How does the enmasse address controller handle errors, for example an invalid k8s resource which it cannot process? I was thinking perhaps we should create k8s events in such cases.

lulf commented 6 years ago

@tombentley Just updated my previous comment :rofl: with more details.

See http://enmasse.io/documentation/master/tenant/#creating_addresses for the format of addresses. Though somewhat simplified in this example, it shows the different types we support for the 'standard' address space. The proposal for kafka would be to have a 'kafka' type, along with a 'properties' entry in the spec for describing semantics.

The problem of clients creating topics outside of control is one we also have in the standard address space, where the mqtt-gateway creates 'custom' addresses that are not configured explicitly. This leads to some issues currently where we cannot instruct the router to reject unknown addresses. I think we'd could want to do something similar there, though it needs some more thinking.

Creating k8s events is probably the idiomatic approach and the one we should pursue as well. Currently we log an error decoding and move on.

scholzj commented 6 years ago

@lulf With Kafka, ideally we want to provide multiple tiers.

Integration of Kafka within EnMasse (not just via the AMQP Kafka bridge but really in the way you suggested).
But we also want to make it possible to run just Kafka on OpenShift.

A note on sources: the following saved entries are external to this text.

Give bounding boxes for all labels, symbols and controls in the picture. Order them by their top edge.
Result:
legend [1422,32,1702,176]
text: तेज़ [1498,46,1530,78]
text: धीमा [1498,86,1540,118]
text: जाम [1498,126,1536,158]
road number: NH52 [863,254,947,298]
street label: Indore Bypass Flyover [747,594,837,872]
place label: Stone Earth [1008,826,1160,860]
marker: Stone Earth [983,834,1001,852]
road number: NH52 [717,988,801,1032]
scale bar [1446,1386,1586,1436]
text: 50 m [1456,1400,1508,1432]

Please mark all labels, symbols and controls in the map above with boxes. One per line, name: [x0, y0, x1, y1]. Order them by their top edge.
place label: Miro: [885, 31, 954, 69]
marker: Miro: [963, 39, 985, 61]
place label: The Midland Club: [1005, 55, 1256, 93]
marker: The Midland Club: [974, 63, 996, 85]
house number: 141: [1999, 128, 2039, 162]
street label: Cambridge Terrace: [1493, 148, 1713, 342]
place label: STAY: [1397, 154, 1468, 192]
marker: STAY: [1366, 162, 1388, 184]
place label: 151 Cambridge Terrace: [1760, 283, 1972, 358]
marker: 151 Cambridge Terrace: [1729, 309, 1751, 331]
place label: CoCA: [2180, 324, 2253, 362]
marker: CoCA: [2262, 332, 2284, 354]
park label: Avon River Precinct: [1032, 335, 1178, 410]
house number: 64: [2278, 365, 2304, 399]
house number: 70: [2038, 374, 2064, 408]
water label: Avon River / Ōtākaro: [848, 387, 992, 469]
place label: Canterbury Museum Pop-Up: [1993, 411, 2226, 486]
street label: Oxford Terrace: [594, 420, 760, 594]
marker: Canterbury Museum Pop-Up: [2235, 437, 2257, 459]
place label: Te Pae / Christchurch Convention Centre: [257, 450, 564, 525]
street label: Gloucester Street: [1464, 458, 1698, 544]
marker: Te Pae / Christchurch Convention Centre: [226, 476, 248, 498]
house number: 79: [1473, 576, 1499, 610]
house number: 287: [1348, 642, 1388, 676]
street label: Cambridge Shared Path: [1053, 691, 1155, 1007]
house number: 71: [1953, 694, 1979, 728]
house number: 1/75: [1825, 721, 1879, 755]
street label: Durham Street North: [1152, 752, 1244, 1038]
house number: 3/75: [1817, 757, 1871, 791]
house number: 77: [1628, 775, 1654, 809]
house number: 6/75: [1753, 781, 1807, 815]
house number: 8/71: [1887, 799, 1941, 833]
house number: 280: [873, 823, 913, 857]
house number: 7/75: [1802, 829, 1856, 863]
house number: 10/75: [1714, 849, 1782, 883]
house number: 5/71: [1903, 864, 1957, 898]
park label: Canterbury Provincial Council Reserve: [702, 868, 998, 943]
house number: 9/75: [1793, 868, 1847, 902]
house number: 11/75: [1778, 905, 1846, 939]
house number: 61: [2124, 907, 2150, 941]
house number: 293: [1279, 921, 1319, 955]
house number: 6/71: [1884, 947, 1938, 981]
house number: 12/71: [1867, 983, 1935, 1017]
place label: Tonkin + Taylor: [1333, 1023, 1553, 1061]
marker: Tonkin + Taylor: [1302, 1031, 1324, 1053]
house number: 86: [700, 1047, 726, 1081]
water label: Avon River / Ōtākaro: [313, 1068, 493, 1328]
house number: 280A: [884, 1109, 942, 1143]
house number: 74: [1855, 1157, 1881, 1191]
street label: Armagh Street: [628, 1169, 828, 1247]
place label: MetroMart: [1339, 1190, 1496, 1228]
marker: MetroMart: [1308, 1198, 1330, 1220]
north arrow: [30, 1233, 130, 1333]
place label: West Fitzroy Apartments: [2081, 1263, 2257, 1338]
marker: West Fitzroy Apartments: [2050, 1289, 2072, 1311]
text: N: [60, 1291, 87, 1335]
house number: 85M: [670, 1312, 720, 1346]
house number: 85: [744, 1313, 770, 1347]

There are many users who are on the Kafka train and want to simply run Kafka on OpenShift with a different amount of additional management tools.

I think that if we do this right it should be possible to achieve both. I will have to look more closely how the controllers in EnMasse work.

The addresses look a lot like CRDs, but if I understood it correctly the restapi is not the OpenShift API. It is your controller API. How do you store / represent these on the OpenShift / Kubernetes level?

lulf commented 6 years ago

@scholzj I think those tiers make sense, and agreed that running just Kafka on OpenShift is an important use case. Do you see the topic-controller as something that would be used in a 'standalone' kafka deployment as well? I'd like to understand more the scope of that tier and what 'just Kafka' means :)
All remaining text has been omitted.